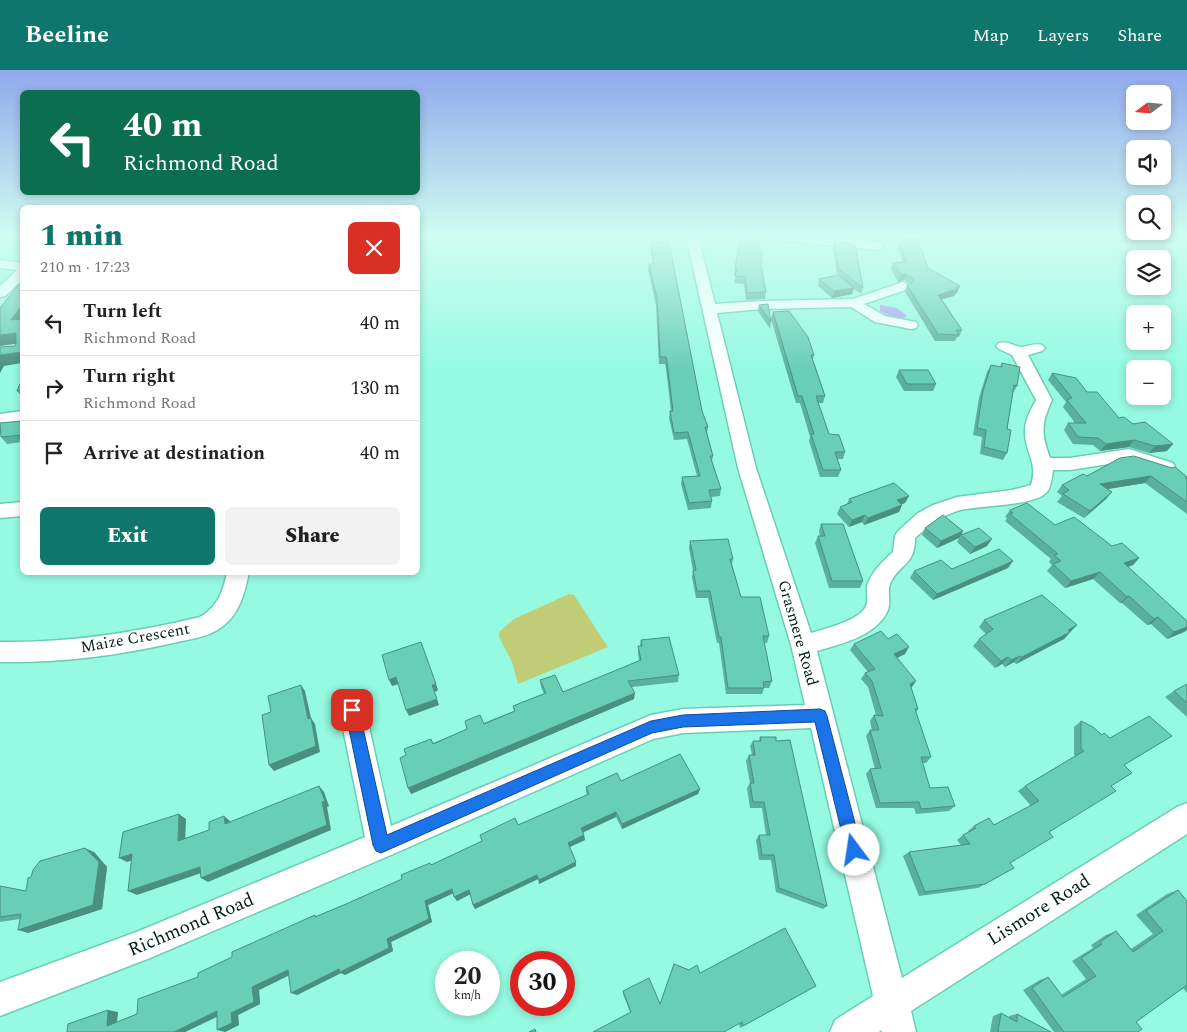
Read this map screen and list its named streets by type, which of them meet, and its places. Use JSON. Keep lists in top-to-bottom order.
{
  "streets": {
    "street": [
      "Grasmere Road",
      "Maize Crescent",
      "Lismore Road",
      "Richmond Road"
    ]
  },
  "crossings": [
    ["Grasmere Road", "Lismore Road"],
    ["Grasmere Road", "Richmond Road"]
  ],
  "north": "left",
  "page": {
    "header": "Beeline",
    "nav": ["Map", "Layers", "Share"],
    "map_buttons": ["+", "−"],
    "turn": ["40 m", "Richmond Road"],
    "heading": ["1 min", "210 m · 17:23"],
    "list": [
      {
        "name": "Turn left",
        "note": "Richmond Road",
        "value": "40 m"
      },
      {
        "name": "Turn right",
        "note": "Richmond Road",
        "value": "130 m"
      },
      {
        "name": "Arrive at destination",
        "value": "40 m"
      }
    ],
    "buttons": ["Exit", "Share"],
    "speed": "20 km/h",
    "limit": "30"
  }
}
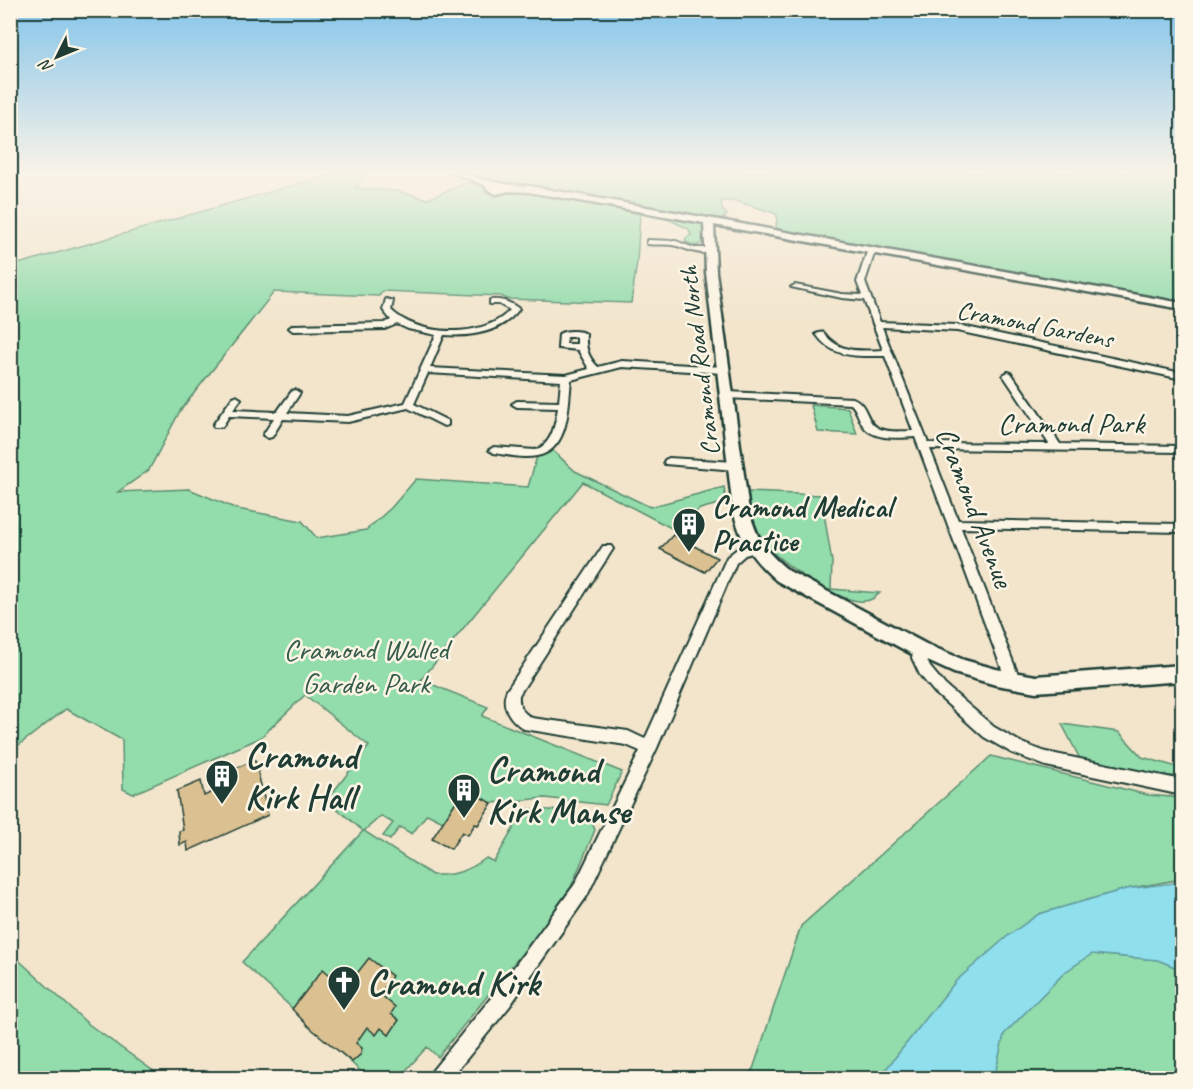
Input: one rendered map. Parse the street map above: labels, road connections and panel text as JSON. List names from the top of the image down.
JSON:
******************************
**What needs to be done:** Output each record above exactly as it stands, excluding all pictures.

**Solution to the exercise:**
Read this map screen and list its named streets by type, which of them meet, and its places. Use JSON. Keep lists in top-to-bottom order.
{
  "streets": {
    "street": [
      "Grasmere Road",
      "Maize Crescent",
      "Lismore Road",
      "Richmond Road"
    ]
  },
  "crossings": [
    ["Grasmere Road", "Lismore Road"],
    ["Grasmere Road", "Richmond Road"]
  ],
  "north": "left",
  "page": {
    "header": "Beeline",
    "nav": ["Map", "Layers", "Share"],
    "map_buttons": ["+", "−"],
    "turn": ["40 m", "Richmond Road"],
    "heading": ["1 min", "210 m · 17:23"],
    "list": [
      {
        "name": "Turn left",
        "note": "Richmond Road",
        "value": "40 m"
      },
      {
        "name": "Turn right",
        "note": "Richmond Road",
        "value": "130 m"
      },
      {
        "name": "Arrive at destination",
        "value": "40 m"
      }
    ],
    "buttons": ["Exit", "Share"],
    "speed": "20 km/h",
    "limit": "30"
  }
}
Input: one rendered map. Parse the street map above: labels, road connections and panel text as JSON. List names from the top of the image down.
JSON:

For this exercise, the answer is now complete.